Requirement
Search the listing below for the word "panel", and copy every line in which it turns up.

==*==

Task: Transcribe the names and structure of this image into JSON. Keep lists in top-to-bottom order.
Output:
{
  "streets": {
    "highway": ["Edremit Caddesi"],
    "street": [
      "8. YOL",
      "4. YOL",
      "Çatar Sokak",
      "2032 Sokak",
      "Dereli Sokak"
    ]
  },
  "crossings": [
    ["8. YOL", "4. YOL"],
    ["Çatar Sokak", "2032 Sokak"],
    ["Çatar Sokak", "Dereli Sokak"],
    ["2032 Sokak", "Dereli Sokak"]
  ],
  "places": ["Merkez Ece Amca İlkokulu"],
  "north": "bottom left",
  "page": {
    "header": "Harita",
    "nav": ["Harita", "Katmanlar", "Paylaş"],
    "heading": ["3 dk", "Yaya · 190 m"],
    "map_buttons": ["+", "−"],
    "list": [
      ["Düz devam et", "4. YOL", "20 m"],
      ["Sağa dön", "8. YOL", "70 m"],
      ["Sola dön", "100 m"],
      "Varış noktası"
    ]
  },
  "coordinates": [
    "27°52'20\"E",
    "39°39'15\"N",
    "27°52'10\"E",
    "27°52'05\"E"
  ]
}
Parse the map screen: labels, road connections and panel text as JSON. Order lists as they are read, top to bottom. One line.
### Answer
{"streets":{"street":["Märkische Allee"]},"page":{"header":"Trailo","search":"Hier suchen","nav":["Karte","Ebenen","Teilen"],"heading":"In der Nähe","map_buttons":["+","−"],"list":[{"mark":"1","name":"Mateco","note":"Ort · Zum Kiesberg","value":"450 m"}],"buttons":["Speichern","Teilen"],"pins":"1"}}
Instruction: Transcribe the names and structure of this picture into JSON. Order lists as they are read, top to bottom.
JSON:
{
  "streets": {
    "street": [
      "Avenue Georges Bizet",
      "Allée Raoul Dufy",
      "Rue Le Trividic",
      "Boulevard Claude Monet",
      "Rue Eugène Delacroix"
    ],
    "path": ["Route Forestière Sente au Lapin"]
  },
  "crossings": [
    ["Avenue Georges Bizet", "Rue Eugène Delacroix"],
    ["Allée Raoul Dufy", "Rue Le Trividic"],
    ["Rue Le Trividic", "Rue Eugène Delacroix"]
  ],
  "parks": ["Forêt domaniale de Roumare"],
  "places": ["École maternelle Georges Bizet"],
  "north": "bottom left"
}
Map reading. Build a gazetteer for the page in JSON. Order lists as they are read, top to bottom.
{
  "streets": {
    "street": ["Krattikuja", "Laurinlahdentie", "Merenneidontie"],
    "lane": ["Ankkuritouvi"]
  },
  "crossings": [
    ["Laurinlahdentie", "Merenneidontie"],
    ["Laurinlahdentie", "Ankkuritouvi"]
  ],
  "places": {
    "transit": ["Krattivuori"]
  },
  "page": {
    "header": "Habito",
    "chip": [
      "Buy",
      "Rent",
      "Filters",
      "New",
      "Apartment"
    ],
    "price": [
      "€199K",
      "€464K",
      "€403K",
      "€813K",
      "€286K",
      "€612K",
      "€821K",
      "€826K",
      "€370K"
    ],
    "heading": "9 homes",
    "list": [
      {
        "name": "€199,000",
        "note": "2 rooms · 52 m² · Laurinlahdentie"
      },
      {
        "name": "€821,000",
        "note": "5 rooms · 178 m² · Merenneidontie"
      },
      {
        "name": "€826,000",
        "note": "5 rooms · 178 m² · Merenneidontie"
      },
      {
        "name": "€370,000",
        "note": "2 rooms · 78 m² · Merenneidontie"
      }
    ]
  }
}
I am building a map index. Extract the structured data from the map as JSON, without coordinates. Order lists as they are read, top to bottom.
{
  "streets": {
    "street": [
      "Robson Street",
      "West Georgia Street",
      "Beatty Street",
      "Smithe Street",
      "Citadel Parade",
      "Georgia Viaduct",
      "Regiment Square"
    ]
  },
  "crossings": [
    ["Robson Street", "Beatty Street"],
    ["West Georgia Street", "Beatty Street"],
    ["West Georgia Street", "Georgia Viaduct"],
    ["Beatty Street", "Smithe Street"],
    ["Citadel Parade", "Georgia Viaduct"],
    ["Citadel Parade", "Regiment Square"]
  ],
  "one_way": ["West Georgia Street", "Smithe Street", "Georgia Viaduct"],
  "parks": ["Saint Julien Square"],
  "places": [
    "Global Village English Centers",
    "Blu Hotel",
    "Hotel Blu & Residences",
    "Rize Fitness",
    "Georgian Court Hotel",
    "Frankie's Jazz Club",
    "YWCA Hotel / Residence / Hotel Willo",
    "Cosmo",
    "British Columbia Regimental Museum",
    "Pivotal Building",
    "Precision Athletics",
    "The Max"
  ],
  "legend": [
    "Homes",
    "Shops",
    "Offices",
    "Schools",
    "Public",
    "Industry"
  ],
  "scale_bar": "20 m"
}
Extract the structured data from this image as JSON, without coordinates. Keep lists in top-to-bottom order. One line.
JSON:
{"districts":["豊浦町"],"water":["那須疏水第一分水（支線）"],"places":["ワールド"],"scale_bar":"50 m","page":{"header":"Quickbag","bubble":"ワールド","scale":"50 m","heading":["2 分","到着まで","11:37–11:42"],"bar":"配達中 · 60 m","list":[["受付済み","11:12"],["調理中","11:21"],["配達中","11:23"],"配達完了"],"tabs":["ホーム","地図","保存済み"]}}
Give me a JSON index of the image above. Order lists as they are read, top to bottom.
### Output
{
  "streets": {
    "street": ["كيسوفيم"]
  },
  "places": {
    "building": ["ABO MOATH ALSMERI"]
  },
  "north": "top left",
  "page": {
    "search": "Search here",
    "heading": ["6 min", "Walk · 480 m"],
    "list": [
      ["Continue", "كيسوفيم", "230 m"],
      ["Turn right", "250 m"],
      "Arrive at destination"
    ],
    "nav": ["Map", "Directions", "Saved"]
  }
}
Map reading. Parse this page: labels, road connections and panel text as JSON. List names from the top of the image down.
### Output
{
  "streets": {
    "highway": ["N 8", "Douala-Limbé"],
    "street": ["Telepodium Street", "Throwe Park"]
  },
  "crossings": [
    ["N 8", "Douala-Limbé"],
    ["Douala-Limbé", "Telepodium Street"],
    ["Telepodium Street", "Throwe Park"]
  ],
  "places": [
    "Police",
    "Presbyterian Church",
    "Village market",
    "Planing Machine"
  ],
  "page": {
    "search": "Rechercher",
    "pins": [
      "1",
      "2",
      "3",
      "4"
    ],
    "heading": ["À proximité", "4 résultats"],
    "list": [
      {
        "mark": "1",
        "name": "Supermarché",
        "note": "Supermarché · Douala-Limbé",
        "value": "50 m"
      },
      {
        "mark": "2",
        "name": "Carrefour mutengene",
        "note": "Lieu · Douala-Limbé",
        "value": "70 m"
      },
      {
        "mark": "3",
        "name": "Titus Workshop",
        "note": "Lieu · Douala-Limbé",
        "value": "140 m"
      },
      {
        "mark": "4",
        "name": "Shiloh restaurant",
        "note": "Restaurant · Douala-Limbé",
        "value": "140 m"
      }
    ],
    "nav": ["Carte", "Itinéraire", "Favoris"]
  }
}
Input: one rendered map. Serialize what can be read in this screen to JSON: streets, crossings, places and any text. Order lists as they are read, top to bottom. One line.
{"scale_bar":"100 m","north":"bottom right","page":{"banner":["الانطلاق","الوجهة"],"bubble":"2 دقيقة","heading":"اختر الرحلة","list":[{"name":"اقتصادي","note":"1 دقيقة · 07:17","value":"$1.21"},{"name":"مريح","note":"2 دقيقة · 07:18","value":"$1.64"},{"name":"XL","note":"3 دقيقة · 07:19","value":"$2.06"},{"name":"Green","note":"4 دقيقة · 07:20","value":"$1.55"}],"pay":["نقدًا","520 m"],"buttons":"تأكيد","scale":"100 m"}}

==*==

Response to this task
Parse the map screen: labels, road connections and panel text as JSON. Order lists as they are read, top to bottom. One line.
Map reading. Parse this page: labels, road connections and panel text as JSON. List names from the top of the image down.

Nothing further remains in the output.